The development of today’s medicine and its opportunities pose a new challenge for scientists, which is the development of innovative biomaterials that meet a number of requirements determined by their destination. Optimization of the mechanical properties and biocompatibility of metallic materials can be achieved by selecting the phase and chemical composition, heat and plastic treatment, and also by modifying their surfaces. All types of biomaterials and their applications will be discussed during the lecture. A particular focus will be placed on titanium-based biomaterials as an alternative to the commonly used metallic biomaterials. The course will also present the most popular surface modification methods of biomaterials, which allow maintaining the appropriate proportions between the mechanical properties and the material’s biocompatibility. The last part of the lecture will discuss issues related to the production of biomaterials. One of the methods of obtaining biomaterials is powder metallurgy, which has been developing very dynamically in recent decades. This method makes it possible to receive materials from powders without melting the main component. This method allows for products from hard-melting metals (tungsten, tantalum), sintered carbides, metals with a significant difference in melting point, which makes this method very widely applicable.

The lecture will cover the following topics: Structure and classification of liquid crystal materials, application and experimental methods of study liquid crystals.

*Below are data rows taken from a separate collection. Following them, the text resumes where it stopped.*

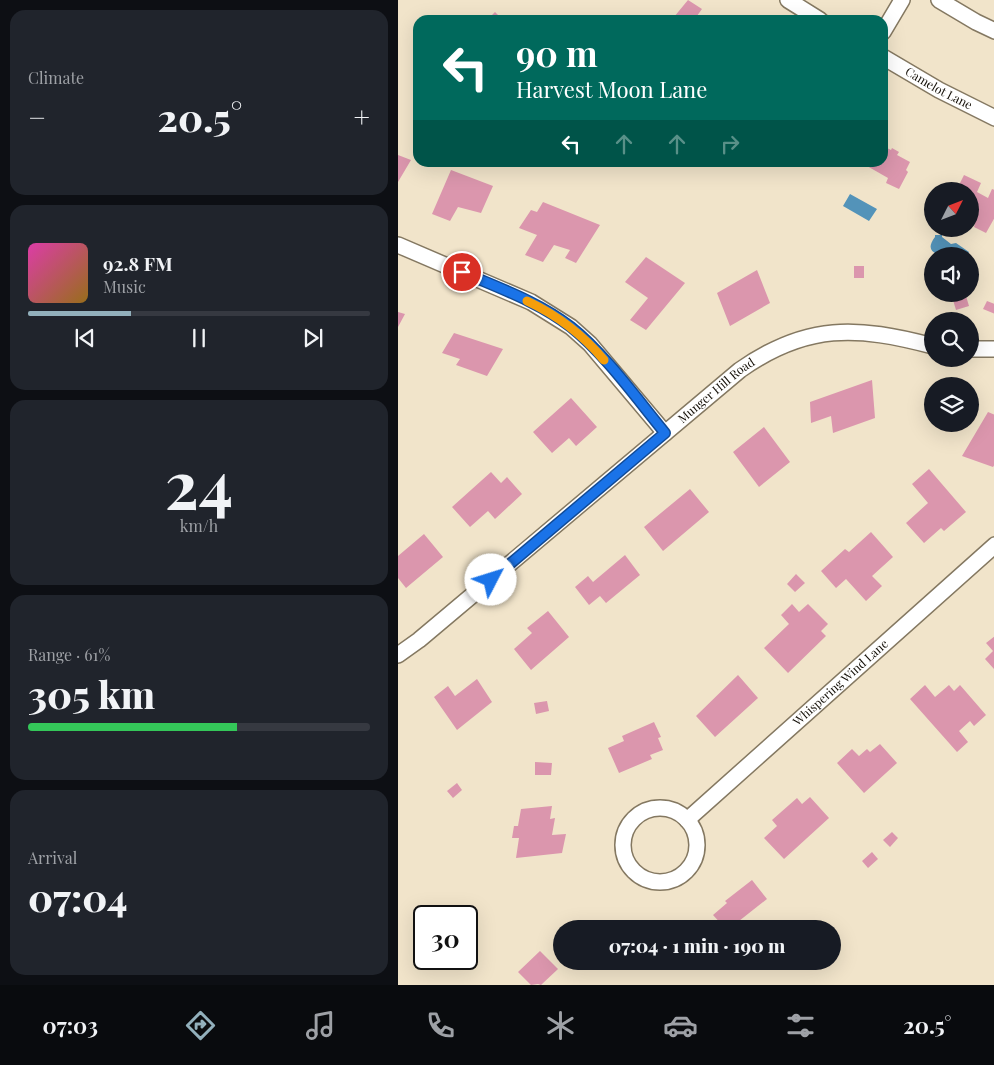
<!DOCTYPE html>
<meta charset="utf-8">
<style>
body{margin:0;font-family:"Playfair Display",serif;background:#20242c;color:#f1f3f6;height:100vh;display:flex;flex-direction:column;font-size:19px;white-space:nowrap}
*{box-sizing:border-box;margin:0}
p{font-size:16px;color:#9ea1a6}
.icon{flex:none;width:28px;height:28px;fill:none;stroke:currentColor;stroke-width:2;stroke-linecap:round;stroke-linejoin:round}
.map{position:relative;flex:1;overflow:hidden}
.sheet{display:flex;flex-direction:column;gap:10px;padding:10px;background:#0d0f14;width:398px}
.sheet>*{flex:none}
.guide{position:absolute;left:15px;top:15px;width:475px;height:152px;border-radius:15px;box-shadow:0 5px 20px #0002;background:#00695c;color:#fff;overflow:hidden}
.needle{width:32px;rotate:48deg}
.tools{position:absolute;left:526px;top:182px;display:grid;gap:10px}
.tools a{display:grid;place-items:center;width:55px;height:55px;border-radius:50%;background:#171b24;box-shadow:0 5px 20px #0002;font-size:25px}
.speed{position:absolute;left:15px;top:905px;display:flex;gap:10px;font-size:25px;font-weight:700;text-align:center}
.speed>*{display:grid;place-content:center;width:65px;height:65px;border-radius:50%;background:#171b24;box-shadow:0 5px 20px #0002;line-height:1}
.speed .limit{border:2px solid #111;border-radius:8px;background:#fff;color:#111}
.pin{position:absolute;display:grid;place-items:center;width:42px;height:42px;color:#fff;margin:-21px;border:2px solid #fff;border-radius:50%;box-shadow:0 1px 5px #0007}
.me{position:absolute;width:55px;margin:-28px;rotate:50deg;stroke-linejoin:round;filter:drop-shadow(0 0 4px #0008)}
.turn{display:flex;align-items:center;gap:18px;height:105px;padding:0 20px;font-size:22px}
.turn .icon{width:65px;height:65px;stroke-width:2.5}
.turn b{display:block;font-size:35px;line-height:42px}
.lanes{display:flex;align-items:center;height:48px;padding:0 20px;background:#0003;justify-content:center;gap:25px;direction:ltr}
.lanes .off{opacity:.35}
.big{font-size:38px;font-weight:800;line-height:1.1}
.sheet .tile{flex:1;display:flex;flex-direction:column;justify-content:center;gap:8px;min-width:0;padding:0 18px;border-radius:15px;background:#20242c}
.sheet .dial{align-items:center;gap:0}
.dial b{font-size:65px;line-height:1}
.song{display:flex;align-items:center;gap:15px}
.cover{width:60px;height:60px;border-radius:8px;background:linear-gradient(135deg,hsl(320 70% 55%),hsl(40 70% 35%))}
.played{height:5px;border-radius:2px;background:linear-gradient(90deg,#92b0bc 30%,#363941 30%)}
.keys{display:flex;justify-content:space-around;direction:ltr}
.heat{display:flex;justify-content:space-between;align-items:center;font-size:28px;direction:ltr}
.charge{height:8px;border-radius:4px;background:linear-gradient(90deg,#34c759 61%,#363941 0)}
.trip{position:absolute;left:155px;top:920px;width:288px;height:50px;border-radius:25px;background:#171b24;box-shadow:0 5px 20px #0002;font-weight:800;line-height:50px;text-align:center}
.dock{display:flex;height:80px;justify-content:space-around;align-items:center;background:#090b0e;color:#9ea1a6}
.dock .icon{width:35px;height:35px}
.dock .on{color:#92b0bc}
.dock b{font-size:22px;color:#f1f3f6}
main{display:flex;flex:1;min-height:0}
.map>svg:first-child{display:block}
.water{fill:#5393b9}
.building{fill:#db96ad}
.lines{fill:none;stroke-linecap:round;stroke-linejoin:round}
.minor-casing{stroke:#847861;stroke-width:18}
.minor{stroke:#fff;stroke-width:15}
.route-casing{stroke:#114b97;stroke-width:12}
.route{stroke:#1a73e8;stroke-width:9}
.slow{stroke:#f59e0b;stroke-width:9}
.labels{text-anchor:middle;stroke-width:5;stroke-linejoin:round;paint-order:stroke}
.street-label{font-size:12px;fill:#120d05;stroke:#fff1d7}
</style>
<main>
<section class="sheet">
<div class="tile"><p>Climate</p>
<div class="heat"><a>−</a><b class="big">20.5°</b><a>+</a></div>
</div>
<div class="tile">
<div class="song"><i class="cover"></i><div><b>92.8 FM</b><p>Music</p></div></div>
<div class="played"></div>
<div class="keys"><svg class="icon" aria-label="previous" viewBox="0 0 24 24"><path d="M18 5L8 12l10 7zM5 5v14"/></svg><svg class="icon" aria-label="pause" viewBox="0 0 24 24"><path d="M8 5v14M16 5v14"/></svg><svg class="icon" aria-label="next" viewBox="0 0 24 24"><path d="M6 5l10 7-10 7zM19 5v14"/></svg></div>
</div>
<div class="tile dial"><b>24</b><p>km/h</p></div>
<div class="tile"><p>Range · 61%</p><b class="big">305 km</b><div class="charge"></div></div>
<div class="tile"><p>Arrival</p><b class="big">07:04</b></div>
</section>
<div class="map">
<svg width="597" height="985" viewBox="0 0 597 985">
<rect width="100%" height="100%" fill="#f1e4ca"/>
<path class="water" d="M452 194 479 209 471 221 445 206Z
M537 235H544V237L553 244 558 243 571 252 569 256C557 256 520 259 537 237Z"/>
<path class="building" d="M290 0 304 9 296 20H270L274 15 276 17Z
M97 12 105 20H89Z
M485 136 489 138 485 146 493 150 494 148 501 152 499 155 512 162 508 170 510 172 501 189 488 183 490 178 462 162H485Z
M0 155 13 160 0 182Z
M53 170 95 186 83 213 60 207 52 221 34 214Z
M566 175 583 183 579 192 590 198 594 189 597 190V217L588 233 576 227 577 224 572 222V191H558Z
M145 202 202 225 178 263 167 258 172 250 156 245 145 262 127 255 139 235 121 228 133 210 139 212Z
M248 257 287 283 248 330 232 320 250 298 227 282Z
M456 266H466V278H456Z
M359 270 372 303 332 326 319 293Z
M568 296 571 306 558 310 555 300Z
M589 301 597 304V314L585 309Z
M0 312 7 314 0 327Z
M56 333 105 349 89 376 58 365 62 359 44 353Z
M474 380 477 418 435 433 433 416 413 423 412 402Z
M173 398 199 427 178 446 171 438 154 453 135 432Z
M590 412 597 415V464L595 467 564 456Z
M366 427 392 462 361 487 335 452Z
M531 469 568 512 546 531 543 528 526 543 508 523 530 503 514 484Z
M93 472 103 483 109 477 124 494 97 519 90 511 72 527 54 507Z
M292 489 311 512 265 551 246 527Z
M473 532 495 557 474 576 484 586 468 601 448 579 438 588 423 571 447 549 451 552Z
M26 534 45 557 8 588 0 578V556Z
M227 555 242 575 208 603 202 596 191 605 177 587 190 576 195 582Z
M398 574 407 583 397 592 389 584Z
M394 604 401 612 410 604 430 624 423 631 428 636 390 673 366 648 391 624 383 615Z
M150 611 171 637 133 670 116 649 134 633 129 628Z
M597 636V670L587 659 595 651 588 643Z
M340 675 360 698 317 737 298 716Z
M79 679 94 702 59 730 36 697 50 686 57 696Z
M527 685 537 697 551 685 556 691 562 685 588 715 576 726 572 721 561 731 570 742 559 752 512 699Z
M149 701 151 711 138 714 136 703Z
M256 722 263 737 260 738 265 750 252 755 254 759 221 773 210 748 226 741 224 736Z
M482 744 499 763 466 793 439 763 454 749 461 756 469 749 472 752Z
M137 762 154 763 153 775H137Z
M59 783 64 790 55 798 49 791Z
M412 797 431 818 386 859 366 838 379 826 374 820 399 798 404 804Z
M154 806 152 819 157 818 154 835 168 834 164 853 118 858 121 838H114L116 826H120L123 809Z
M494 832 500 838 492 847 485 840Z
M474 852 480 859 470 868 464 861Z
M354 880 369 899 341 921 345 925 341 929H324L326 927 315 915 329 903 327 901Z
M214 923 231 928V929H213Z
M142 951 160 969 143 985 140 984 133 985 120 972Z
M229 961H259L256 968Z"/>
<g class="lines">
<g class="minor-casing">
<g id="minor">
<path d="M390 0 422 20"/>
<path d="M541 0 578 22 597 31"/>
<path d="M485 32 504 0"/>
<path id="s1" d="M485 57 541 90 597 118"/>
<path d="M0 245 133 302 173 327 192 344 267 433"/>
<path d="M572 349H597"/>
<path id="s2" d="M0 655 21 640 342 370C409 323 459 326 535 346"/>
<circle cx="262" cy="845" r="37"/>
<path id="s3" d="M289 820 597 545"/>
</g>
</g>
<use href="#minor" class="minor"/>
</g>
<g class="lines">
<g class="route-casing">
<path id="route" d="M64 272C101 288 141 302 173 327 207 354 239 399 267 433L93 580"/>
</g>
<use href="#route" class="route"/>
<path class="slow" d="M129 301C159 315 185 335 206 360"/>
</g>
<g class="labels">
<g class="street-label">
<text dy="4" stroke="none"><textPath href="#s1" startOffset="64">Camelot Lane</textPath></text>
<text dy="4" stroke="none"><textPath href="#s2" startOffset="414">Munger Hill Road</textPath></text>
<text dy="4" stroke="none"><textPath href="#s3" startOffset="206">Whispering Wind Lane</textPath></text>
</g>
</g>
</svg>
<div class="tools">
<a><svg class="needle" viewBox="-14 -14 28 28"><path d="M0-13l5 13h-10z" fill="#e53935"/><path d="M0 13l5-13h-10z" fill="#9ea1a6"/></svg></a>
<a><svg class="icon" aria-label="sound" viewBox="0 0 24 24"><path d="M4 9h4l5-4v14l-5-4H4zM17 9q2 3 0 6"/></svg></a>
<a><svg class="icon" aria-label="search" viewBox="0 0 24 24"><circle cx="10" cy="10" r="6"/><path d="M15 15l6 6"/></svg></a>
<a><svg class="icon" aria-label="layers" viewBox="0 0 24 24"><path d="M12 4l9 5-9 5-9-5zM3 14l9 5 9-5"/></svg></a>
</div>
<div class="speed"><div class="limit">30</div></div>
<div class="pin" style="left:64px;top:272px;background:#d93025"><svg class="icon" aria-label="arrive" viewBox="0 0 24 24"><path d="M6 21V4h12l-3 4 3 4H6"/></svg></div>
<svg class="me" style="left:93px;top:580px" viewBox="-20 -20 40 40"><circle r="19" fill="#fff"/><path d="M0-13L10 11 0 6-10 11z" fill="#1a73e8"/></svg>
<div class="trip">07:04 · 1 min · 190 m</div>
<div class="guide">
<div class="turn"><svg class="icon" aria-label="left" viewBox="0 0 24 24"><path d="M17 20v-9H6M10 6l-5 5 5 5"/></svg><div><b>90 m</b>Harvest Moon Lane</div></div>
<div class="lanes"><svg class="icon" aria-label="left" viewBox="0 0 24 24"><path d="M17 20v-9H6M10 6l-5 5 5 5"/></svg><svg class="icon off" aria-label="ahead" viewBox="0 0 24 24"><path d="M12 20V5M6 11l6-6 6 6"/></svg><svg class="icon off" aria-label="ahead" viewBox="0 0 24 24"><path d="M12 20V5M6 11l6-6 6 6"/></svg><svg class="icon off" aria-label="right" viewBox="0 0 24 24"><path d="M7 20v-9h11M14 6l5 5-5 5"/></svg></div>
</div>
</div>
</main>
<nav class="dock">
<b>07:03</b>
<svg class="icon on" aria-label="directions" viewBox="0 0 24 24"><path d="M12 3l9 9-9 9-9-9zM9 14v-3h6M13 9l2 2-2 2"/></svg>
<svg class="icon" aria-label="music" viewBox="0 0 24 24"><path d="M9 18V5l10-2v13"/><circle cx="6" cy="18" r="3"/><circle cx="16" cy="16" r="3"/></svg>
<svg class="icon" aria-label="phone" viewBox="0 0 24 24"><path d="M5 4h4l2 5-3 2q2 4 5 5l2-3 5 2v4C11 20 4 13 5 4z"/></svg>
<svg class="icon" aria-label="climate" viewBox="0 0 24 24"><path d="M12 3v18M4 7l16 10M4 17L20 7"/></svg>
<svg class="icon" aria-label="car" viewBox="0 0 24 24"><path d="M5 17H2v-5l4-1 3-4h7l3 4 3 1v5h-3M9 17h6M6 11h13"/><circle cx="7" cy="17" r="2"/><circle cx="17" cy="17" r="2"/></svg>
<svg class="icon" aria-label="filters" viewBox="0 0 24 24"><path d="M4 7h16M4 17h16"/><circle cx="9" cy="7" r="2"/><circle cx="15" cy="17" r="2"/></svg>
<b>20.5°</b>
</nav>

Direct observation of the structure of materials allows us to understand its influence on their properties. It is possible thanks to the use of transmission and scanning electron microscopy. The use of an electron beam instead of visible light allows to increase the resolving power and the range of obtained magnifications even up to 20 million or more times. Such a magnification span allows for observation of matter at any scale: macro, micro or nano. Electrons are also one type of ionizing radiation that is able to remove bound electrons from electron shells, transferring some of its energy to individual atoms in the sample. One of the advantages of using ionizing radiation is that it produces a wide range of additional signals that provide us with information about the chemical composition and many other details about the materials under study. All this has resulted in electron microscopy being hailed as a complete material research tool of the last millennium.

The three lectures will include:

  1. theoretical basis of structural analysis methods based on X-ray diffraction
  2. basic methods of structural analysis, qualitative and quantitative
  3. advanced methods of material characterization

During the lectures, the basic groups of polymer materials will be presented along with their applications, including medical ones. Case studies related to the use of polymeric materials in forensic analysis will be presented. The techniques of insight into the structure of the material and their influence on the macroscopic properties of the material will be discussed.

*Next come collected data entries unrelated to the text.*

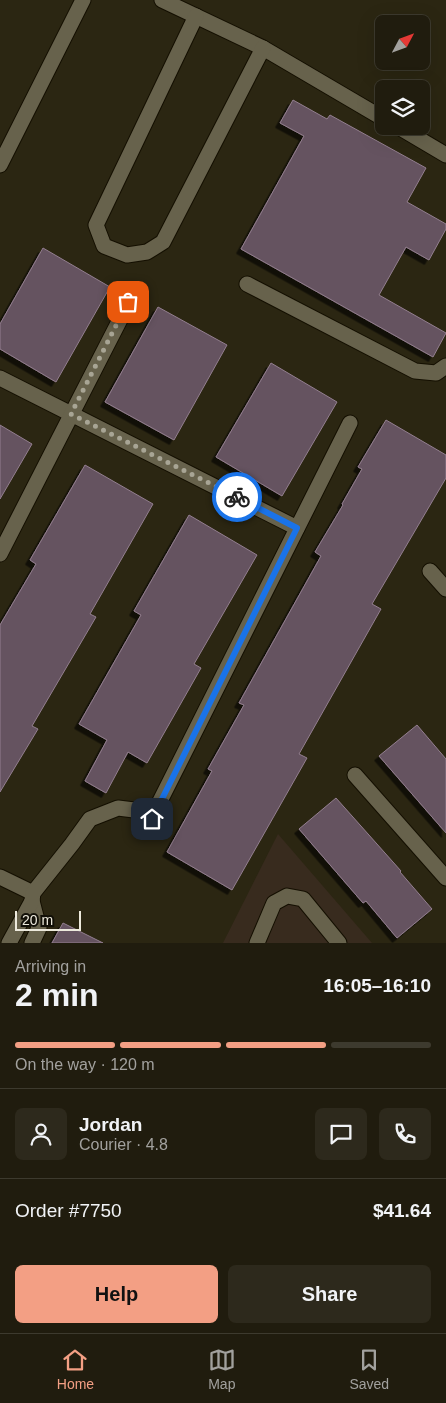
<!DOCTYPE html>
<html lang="en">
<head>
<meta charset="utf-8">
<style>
  body { margin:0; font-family:Arial,sans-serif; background:#2d291c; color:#f1f3f6; height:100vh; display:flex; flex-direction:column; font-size:19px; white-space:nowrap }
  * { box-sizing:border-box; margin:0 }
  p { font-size:16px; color:#a2a19e }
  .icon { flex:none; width:28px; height:28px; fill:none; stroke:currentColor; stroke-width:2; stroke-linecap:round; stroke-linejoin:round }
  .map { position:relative; height:943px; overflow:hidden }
  .drawer { display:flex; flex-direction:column; background:#201c0e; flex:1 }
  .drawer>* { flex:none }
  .needle { width:32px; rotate:49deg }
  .fabs { position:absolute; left:375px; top:15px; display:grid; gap:10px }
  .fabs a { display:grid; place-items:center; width:55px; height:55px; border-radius:8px; background:#201c0e; box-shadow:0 5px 20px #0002,0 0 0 1px #3d3a2e; font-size:25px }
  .scale { position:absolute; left:15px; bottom:12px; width:66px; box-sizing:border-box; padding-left:5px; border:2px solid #ece9dc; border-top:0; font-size:14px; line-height:18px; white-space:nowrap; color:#ece9dc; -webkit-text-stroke:4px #110f07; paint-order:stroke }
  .pin { position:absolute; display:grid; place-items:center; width:42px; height:42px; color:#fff; margin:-21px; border-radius:10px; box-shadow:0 2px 8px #0006 }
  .courier { position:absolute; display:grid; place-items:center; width:50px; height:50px; margin:-25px; border:4px solid #1a73e8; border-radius:50%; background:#fff; color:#222; box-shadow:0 1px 6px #0007 }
  .overview em { font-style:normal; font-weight:800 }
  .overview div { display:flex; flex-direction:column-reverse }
  .overview { display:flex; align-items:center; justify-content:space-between; height:85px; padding:0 15px }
  h1 { font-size:32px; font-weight:800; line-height:38px }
  .bar { display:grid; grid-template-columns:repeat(4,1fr); gap:8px 5px; align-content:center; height:60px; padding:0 15px }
  .bar i { height:6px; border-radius:4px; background:#3d3a2e }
  .bar .on { background:#f39f84 }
  .bar p { grid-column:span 4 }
  .line { display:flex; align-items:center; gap:12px; padding:0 15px; border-top:1px solid #3d3a2e }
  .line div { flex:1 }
  .round { display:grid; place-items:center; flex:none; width:52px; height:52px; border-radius:8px; background:#2d291c }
  .action { display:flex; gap:10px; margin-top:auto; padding:10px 15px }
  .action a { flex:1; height:58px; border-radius:8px; background:#f39f84; color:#111; font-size:20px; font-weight:800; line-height:58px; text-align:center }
  .action a+a { background:#2d291c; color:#f1f3f6 }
  .tab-bar { display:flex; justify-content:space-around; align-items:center; height:70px; border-top:1px solid #3d3a2e; background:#201c0e; font-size:14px; color:#a2a19e }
  .tab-bar a { display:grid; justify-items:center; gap:2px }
  .tab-bar .on { color:#f39f84 }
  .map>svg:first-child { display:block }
  .commercial { fill:#382b1e }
  .building { fill:#655261; stroke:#937f8f; filter:url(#shadow) }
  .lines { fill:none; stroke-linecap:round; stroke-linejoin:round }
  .minor-casing { stroke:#140f00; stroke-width:17 }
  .minor { stroke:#67624c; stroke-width:15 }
  .done { stroke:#a8a595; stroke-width:5; stroke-dasharray:0 9 }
  .route { stroke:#1a73e8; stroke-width:6 }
</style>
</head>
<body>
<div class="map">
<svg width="446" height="943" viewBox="0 0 446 943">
  <defs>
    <filter id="shadow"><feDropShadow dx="-4.5" dy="4.5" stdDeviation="0" flood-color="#0009"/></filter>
  </defs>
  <rect width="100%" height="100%" fill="#2b2612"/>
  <!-- commercial -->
  <path class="commercial" d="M278,834L372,943H223Z"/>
  <!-- building -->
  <g class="building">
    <path d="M293,100L327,119L330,115L426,168L407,202L446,224V229L429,260L406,247L379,295L446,333L433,357L241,249L304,136L280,123Z"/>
    <path d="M43,248L110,287L56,382L0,349V324Z"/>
    <path d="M158,307L227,345L174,440L105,402Z"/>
    <path d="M271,363L337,402L282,496L216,457Z"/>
    <path d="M386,420L446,455V478L372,604L381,609L299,754L307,758L232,890L167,852L212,771L208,769L244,705L239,703L321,556L315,552L343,505L342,504L362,469L358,467Z"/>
    <path d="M0,425L32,444L0,499Z"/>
    <path d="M85,465L153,504L90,614L96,617L32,726L38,729L0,792V625L36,564L30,560Z"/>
    <path d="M189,515L257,555L194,664L201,668L147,763L128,752L106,793L85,781L107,740L79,724L141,615L134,611Z"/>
    <path d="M417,725L446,759V833L379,756Z"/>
    <path d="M336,798L401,871L400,872L432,909L397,938L366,901L363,903L299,829Z"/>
    <path d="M63,923L103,943H52Z"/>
  </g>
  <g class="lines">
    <defs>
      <g id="minor">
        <path d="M162,0L263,48L384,119"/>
        <path d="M196,16L96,225L104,246L127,255L147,252L163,242L263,48"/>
        <path d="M397,126L446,155"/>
        <path d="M0,165L83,0"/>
        <path d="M247,284L415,371L436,373L446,366"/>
        <path d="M0,378L297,528"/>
        <path d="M0,554L129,302"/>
        <path d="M430,571L446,589"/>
        <path d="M355,775L446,878"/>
        <path d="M0,877L33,893"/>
        <path d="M32,901L39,928L32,943"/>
        <path d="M9,943L32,901L33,893L72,844L90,819L118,808L134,810L151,819L350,423"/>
        <path d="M257,943L274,903L287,896L303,899L339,943"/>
      </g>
    </defs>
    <!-- minor casing -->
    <use href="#minor" class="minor-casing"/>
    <!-- minor -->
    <use href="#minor" class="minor"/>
  </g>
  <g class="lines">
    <!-- done -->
    <path class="done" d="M128,302L71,414L237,497"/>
    <!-- route -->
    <path class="route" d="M152,819L297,528L237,497"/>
  </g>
</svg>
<div class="fabs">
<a><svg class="needle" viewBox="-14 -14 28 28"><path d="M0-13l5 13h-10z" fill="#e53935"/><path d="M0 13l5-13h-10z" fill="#a2a19e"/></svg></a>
<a><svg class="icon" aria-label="layers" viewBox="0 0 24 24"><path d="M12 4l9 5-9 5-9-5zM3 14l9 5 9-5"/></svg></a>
</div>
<div class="scale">20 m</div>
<div class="pin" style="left:128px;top:302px;background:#ea580c"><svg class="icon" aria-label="bag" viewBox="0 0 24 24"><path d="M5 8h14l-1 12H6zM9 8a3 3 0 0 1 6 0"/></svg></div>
<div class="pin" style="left:152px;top:819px;background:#1f2937"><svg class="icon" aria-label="home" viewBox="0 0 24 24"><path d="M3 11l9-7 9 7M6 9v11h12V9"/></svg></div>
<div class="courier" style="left:237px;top:497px"><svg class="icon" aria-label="bike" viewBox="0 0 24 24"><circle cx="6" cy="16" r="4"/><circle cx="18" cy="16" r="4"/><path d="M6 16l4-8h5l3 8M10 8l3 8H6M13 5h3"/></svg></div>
</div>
<section class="drawer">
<div class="overview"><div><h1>2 min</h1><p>Arriving in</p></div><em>16:05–16:10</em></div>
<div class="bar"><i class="on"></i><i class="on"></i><i class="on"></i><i></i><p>On the way · 120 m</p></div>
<div class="line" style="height:90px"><a class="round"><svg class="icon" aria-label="person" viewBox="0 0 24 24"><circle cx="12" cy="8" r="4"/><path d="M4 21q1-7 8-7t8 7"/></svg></a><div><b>Jordan</b><p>Courier · 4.8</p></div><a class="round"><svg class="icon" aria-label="chat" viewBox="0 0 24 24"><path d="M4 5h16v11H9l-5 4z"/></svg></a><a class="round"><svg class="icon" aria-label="phone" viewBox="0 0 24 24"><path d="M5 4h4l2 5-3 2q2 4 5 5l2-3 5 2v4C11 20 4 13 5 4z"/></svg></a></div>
<div class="line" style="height:65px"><div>Order #7750</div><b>$41.64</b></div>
<div class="action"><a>Help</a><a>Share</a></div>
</section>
<nav class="tab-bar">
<a class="on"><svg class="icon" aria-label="home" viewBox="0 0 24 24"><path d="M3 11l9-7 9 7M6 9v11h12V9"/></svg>Home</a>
<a><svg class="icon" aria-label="map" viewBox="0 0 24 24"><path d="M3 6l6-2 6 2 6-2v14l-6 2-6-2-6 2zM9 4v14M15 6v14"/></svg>Map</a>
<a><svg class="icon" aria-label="saved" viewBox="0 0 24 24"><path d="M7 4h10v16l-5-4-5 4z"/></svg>Saved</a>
</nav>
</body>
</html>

Classical crystallography is based on the description of the crystal structure by determining the position of atoms in a unit cell and is the essential tool for materials characterization. Developed for over a hundred years, it crystallography has established methods allowing to determine the crystal structure of the studied substances on the basis of X-ray or electron diffraction. It turns out, however, that for some types of materials such a description is insufficient because they exhibit a disordered crystal structure. In such cases, classical crystallography provides only information of the materials’ average crystal structure. Therefore, the information obtained on this basis may not be sufficient to fully know and understand the properties of the studied materials.

The lecture will present selected methods of analyzing the structure of disordered materials on the basis of X-ray and electron diffuse scattering.